Der Fall Jozsef Sebestyén: Die EU will ihre Bürger in der Ukraine nicht schützen

Von Rafael Fachrutdinow
Der ungarische Ministerpräsident Viktor Orbán hat den Tod eines Ungarn aus Transkarpatien während der Zwangsmobilisierung verurteilt und die EU aufgefordert, die für den Vorfall verantwortlichen ukrainischen Führungskräfte zu bestrafen. Bei dem Toten handelt es sich um den 45-jährigen Beregowo-Einwohner Jozsef Sebestyén, der die doppelte Staatsbürgerschaft besaß.

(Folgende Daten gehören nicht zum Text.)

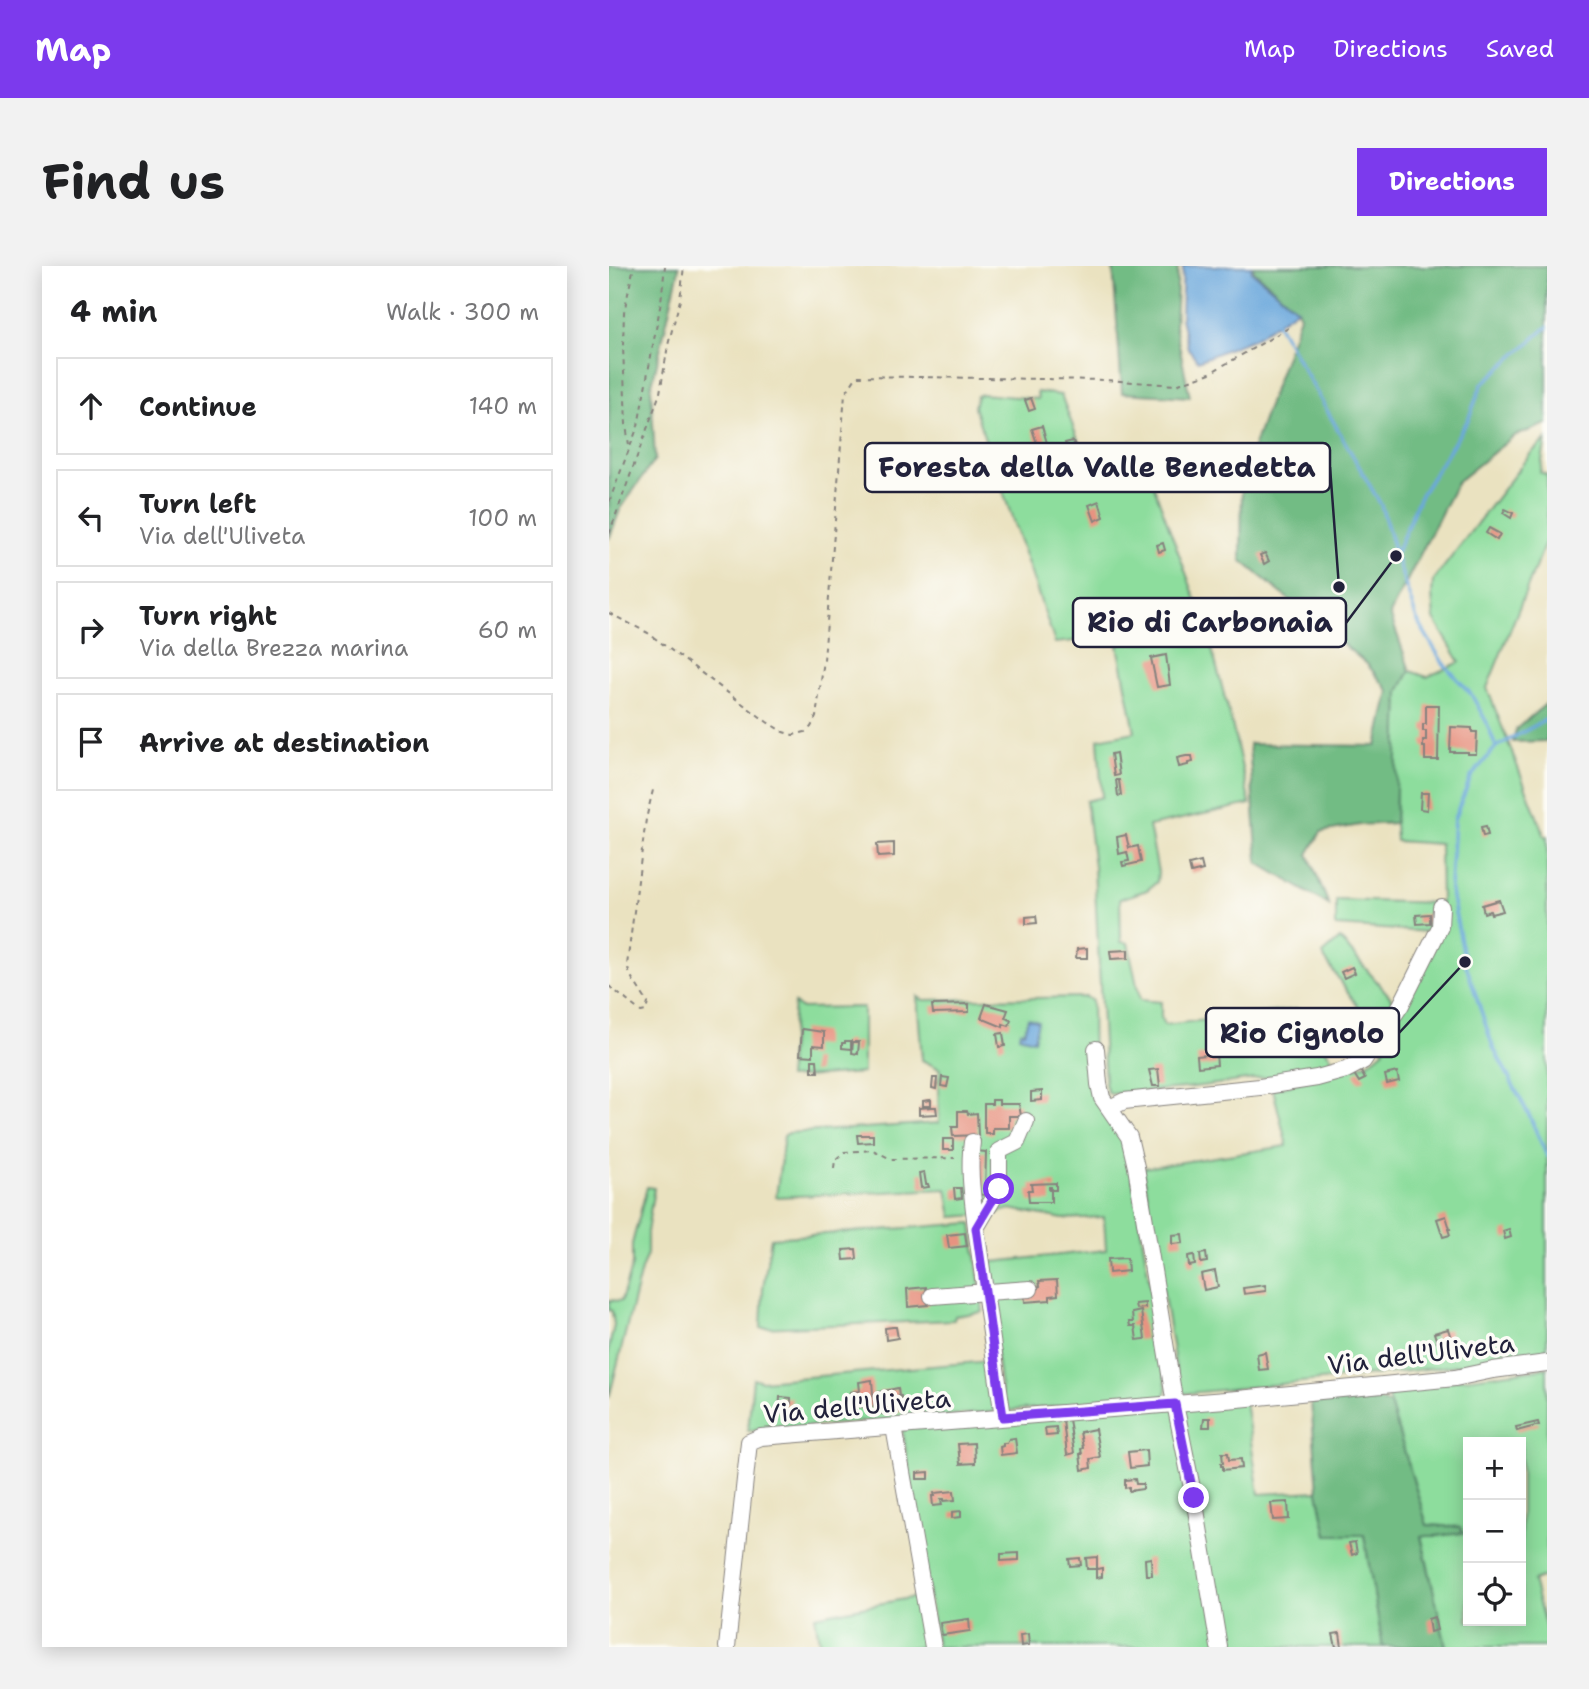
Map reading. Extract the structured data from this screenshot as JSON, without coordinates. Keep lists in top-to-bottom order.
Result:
{
  "streets": {
    "street": ["Via dell'Uliveta"]
  },
  "places": ["Rio di Carbonaia", "Foresta della Valle Benedetta", "Rio Cignolo"],
  "page": {
    "header": "Map",
    "nav": ["Map", "Directions", "Saved"],
    "buttons": "Directions",
    "title": "Find us",
    "heading": ["4 min", "Walk · 300 m"],
    "list": [
      ["Continue", "140 m"],
      ["Turn left", "Via dell'Uliveta", "100 m"],
      ["Turn right", "Via della Brezza marina", "60 m"],
      "Arrive at destination"
    ],
    "map_buttons": ["+", "−"]
  }
}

Anfang Juli wurde er auf der Straße ergriffen, in einen Kleinbus gezwungen und zu einer Einberufungsstelle gebracht, wo man ihn mit Metallstangen schlug. Drei Tage später verstarb das Opfer im Krankenhaus. Die Schwester des Toten veröffentlichte Videoaufnahmen von den Misshandlungen ihres Bruders durch das ukrainische Militär.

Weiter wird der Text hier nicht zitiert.